1950年5月5日、長野県東御市生まれ。元日本将棋連盟理事。中学生で奨励会入りし、佐瀬勇次名誉九段の門下生となる。長髪から「ライオン丸」というニックネームで知られた。16年10月に現役引退。近著に「名棋士の対局に学ぶ 詰め&必死」(創元社)がある。

遅咲きの今泉健司四段が若きスター藤井聡太七段を破る快挙

公開日:

 NHK杯テレビ将棋トーナメントの藤井聡太七段(16)と今泉健司四段(45)の対局(7月15日放送)は両者の棋歴が対照的なことで注目された。

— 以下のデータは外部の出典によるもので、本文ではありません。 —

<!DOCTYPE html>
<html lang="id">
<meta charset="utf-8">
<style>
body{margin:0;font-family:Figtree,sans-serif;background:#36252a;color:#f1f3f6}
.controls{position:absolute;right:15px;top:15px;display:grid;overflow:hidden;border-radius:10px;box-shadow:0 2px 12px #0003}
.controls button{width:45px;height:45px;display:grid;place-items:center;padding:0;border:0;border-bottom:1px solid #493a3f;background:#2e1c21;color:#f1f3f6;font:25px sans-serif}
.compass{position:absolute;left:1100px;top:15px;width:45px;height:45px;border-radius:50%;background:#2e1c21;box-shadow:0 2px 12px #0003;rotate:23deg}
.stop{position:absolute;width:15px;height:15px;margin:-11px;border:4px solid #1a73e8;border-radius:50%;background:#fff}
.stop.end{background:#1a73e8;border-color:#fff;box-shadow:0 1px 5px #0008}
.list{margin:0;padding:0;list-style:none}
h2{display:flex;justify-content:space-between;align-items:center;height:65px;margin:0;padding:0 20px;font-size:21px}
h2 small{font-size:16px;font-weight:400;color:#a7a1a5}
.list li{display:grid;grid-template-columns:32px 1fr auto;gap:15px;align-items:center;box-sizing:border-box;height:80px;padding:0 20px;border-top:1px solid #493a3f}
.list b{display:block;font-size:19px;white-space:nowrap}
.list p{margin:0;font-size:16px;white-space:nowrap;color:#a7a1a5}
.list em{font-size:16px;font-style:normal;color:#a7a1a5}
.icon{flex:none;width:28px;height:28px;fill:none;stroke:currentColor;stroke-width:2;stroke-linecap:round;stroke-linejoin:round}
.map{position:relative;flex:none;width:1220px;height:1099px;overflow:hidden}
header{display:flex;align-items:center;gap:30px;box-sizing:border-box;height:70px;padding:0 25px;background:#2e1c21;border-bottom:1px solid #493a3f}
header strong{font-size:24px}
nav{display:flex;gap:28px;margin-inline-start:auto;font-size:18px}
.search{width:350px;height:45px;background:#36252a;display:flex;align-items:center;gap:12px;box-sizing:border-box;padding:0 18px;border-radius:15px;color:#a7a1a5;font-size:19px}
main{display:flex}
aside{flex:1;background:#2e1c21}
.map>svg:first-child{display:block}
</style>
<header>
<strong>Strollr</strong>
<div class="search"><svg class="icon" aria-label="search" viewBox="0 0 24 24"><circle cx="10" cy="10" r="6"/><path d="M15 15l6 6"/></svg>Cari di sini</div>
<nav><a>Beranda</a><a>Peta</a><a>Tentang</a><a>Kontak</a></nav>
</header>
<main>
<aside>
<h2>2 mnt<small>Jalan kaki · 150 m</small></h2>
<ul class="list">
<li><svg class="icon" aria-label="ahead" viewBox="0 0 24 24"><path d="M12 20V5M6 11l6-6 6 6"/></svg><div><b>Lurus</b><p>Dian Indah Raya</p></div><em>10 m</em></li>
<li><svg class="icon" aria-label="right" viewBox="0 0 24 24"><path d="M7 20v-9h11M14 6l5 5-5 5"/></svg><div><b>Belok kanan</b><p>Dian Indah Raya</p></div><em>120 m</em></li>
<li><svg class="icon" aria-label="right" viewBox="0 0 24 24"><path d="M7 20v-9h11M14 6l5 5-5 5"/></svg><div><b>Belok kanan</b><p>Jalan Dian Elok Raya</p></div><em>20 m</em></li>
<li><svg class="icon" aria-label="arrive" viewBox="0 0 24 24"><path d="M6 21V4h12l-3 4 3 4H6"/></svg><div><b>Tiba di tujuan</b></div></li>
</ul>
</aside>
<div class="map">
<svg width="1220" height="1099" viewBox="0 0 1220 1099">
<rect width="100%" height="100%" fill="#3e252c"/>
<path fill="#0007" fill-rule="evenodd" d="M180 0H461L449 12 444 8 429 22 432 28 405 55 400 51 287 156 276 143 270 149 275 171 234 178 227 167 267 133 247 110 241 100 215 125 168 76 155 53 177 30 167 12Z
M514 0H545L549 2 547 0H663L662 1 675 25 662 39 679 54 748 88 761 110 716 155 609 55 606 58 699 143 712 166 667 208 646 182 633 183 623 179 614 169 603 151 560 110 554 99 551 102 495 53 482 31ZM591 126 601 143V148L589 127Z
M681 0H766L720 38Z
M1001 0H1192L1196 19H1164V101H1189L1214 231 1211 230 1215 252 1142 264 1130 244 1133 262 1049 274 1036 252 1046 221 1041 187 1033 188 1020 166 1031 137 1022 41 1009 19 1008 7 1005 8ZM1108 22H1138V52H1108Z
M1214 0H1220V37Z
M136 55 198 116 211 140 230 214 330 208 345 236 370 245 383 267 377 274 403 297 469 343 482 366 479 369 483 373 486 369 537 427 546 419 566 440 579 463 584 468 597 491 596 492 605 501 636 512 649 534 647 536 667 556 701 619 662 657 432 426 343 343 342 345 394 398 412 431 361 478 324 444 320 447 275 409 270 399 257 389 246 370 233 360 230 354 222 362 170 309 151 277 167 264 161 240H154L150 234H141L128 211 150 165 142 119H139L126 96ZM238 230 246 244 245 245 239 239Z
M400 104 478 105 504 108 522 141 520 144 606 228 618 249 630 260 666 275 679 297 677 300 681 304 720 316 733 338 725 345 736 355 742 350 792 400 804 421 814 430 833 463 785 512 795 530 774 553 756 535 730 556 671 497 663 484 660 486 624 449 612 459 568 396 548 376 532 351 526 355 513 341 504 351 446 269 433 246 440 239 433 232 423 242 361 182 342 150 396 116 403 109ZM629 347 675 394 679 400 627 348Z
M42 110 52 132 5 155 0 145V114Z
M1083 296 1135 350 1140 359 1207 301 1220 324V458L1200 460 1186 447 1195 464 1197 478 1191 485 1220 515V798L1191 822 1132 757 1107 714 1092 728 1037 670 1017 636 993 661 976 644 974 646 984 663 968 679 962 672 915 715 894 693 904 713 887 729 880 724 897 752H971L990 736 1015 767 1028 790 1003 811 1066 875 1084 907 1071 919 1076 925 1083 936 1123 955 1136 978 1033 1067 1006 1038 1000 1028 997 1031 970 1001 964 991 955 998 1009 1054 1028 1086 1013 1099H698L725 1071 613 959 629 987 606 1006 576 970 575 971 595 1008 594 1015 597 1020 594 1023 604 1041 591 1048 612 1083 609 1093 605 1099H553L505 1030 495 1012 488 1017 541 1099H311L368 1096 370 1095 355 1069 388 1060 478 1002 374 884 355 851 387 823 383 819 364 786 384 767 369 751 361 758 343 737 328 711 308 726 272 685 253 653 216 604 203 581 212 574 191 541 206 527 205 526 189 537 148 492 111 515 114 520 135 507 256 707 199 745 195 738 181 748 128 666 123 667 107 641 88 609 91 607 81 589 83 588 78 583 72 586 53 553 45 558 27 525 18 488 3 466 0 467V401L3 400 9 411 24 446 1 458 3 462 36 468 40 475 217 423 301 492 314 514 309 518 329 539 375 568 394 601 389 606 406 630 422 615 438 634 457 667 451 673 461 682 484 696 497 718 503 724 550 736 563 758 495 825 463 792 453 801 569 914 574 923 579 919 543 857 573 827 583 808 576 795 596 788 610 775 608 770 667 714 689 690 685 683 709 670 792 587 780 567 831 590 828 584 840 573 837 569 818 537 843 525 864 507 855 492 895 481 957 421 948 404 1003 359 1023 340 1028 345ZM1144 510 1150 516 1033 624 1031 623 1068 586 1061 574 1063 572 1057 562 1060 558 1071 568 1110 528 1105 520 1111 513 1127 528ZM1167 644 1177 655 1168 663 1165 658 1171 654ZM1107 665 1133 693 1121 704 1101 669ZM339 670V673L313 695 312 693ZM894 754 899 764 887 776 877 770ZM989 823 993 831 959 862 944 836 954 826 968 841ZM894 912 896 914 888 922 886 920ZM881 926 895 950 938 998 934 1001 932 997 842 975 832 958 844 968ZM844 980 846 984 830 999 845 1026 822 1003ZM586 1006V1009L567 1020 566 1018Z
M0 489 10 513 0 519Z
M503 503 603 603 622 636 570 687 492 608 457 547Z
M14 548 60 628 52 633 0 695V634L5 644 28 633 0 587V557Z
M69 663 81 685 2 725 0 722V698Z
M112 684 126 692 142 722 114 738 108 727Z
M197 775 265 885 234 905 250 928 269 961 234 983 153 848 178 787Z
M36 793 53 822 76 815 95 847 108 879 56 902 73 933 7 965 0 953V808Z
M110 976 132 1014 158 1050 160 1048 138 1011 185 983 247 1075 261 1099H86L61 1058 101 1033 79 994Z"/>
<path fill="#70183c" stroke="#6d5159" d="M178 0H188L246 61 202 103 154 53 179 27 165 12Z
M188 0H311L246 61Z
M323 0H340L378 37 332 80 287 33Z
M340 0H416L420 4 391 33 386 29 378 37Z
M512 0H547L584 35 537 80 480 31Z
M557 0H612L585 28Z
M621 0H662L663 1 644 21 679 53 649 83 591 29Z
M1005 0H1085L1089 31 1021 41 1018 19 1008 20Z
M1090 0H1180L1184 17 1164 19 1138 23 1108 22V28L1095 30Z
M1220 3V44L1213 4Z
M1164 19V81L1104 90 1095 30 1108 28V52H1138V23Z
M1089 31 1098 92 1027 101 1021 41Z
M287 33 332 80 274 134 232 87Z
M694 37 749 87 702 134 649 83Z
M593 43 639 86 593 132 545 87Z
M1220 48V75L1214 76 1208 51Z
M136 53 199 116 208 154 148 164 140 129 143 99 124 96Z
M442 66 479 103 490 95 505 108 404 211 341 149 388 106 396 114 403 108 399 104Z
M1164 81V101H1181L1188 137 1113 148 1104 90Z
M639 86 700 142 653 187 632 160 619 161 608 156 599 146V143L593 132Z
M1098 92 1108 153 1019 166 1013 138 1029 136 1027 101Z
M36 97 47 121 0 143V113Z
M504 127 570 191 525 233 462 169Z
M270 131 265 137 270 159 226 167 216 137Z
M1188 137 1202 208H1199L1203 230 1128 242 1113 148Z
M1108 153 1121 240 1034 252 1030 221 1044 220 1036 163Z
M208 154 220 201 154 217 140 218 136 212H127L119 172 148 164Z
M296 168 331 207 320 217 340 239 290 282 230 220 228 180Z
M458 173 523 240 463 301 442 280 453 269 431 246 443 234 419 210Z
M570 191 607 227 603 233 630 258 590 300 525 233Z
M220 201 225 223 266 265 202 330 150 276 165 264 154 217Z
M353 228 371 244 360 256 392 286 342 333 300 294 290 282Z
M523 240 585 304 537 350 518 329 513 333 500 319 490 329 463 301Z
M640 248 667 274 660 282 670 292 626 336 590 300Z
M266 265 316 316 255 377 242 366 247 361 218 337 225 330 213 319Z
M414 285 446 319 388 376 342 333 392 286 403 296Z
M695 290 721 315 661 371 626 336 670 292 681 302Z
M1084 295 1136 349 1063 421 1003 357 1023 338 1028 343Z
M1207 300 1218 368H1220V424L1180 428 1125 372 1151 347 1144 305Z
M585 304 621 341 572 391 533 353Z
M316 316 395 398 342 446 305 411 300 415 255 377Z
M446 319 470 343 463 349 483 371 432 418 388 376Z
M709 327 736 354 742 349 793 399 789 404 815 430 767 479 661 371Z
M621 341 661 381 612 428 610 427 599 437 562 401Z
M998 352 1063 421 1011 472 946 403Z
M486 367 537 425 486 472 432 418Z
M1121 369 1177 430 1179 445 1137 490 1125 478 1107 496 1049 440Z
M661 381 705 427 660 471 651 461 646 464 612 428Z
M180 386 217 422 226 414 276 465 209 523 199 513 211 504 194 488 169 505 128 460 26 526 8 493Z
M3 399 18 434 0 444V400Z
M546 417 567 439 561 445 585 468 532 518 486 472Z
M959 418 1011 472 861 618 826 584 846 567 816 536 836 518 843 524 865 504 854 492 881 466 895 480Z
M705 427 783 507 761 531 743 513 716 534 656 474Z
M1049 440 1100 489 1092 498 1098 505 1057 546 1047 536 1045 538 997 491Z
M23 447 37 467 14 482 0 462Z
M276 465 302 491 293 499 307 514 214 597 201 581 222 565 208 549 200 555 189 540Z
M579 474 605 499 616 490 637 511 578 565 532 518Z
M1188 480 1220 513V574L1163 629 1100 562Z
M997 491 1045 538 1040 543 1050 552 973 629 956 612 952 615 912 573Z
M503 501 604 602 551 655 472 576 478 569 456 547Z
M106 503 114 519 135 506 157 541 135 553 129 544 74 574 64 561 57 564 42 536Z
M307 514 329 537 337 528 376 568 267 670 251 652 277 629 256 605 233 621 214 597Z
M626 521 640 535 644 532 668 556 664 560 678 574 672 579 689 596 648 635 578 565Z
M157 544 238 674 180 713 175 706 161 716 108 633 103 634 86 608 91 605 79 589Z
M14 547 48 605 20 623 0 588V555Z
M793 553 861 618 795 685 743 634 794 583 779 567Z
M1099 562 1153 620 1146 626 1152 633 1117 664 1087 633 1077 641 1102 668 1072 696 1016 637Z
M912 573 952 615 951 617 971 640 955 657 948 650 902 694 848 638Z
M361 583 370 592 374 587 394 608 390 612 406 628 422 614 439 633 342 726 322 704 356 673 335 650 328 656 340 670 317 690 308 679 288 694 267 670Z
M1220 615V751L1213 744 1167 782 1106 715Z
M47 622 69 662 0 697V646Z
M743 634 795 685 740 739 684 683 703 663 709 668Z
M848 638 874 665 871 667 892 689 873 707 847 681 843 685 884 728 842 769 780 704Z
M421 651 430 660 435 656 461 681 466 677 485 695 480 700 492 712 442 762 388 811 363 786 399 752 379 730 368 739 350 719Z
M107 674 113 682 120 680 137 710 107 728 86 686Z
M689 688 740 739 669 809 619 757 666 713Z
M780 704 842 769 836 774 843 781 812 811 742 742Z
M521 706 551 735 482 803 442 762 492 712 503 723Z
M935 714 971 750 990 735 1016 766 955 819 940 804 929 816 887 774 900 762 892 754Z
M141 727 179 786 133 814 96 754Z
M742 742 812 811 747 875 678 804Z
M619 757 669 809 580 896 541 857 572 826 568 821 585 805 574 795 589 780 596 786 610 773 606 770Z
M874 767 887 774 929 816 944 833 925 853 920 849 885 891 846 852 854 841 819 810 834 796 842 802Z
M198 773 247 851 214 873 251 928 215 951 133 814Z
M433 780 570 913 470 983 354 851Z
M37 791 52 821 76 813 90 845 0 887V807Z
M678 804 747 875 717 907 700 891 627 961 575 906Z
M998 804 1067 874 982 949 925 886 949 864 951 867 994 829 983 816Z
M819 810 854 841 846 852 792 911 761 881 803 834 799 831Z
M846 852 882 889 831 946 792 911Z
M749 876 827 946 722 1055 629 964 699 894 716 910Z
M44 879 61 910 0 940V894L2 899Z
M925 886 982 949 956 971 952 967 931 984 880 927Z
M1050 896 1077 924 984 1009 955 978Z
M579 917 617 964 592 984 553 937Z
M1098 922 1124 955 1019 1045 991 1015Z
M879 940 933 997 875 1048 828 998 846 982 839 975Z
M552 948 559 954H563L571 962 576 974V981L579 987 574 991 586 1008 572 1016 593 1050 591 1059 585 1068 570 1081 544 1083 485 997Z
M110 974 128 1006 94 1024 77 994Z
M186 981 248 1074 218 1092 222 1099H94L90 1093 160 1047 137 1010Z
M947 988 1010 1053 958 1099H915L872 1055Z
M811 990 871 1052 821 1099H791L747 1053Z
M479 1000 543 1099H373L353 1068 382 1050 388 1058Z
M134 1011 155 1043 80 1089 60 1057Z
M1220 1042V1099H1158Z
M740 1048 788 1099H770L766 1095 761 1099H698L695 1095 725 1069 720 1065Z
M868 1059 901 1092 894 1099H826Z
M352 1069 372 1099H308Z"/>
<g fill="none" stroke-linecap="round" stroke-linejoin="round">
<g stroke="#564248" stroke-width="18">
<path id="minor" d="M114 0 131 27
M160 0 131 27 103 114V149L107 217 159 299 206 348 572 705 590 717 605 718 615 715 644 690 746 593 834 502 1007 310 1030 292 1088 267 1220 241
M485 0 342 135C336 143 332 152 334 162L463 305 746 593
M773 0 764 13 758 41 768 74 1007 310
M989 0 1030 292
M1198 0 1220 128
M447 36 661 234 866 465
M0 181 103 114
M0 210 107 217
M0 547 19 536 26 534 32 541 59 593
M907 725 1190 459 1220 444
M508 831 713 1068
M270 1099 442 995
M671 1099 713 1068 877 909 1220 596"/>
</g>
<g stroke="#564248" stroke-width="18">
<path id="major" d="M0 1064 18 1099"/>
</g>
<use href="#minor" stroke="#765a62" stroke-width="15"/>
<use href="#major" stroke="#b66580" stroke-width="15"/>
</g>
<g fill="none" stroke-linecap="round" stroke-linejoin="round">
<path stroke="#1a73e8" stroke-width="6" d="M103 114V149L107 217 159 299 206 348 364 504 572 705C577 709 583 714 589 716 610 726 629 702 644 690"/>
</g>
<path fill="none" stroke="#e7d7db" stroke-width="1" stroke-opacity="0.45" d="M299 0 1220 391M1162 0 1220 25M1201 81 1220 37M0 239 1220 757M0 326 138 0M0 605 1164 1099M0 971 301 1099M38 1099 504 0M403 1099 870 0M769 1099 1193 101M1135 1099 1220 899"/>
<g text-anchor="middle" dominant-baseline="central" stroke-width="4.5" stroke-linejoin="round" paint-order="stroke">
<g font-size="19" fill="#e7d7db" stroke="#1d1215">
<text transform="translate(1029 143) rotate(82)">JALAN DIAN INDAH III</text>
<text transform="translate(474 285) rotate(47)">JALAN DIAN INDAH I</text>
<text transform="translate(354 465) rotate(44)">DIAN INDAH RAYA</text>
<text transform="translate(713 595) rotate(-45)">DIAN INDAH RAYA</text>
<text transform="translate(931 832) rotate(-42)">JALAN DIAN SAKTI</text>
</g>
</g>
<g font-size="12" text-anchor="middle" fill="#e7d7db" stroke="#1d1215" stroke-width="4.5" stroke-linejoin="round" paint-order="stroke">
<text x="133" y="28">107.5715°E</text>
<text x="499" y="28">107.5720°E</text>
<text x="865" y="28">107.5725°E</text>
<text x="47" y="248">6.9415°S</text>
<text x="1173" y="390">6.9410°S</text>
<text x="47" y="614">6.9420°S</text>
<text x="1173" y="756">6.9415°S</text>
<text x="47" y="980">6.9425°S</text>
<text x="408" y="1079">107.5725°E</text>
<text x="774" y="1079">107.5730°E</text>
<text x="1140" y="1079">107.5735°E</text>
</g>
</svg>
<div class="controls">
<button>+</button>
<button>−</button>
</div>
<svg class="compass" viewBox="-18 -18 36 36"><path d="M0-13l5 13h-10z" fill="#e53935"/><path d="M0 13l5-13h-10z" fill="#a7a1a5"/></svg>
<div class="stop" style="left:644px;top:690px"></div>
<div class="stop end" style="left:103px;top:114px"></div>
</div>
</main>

 藤井は、2年前に14歳3カ月の最年少記録で四段に昇段し、その後も公式戦で快進撃を続けている若きスター棋士。

 一方、今泉は紆余曲折を経て、3年前に41歳の最年長記録で四段に昇段した遅咲きの棋士。

 今泉は1987(昭和62)年に小林健二九段(61)の門下で奨励会(棋士養成機関)に入会し、94年に三段に昇段。三段リーグでは次点2回(現行制度では四段昇段の権利)の実績を上げた。しかし、通算11期の在籍中に昇段できず、99年に25歳の年齢制限によって退会した。

 退会した直後、自室にこもって「このまま自分が消滅してくれたらいいのに」とさえ思ったという。しかし、「ここまでの経験は絶対に無駄ではない」という知人の一言に救われた。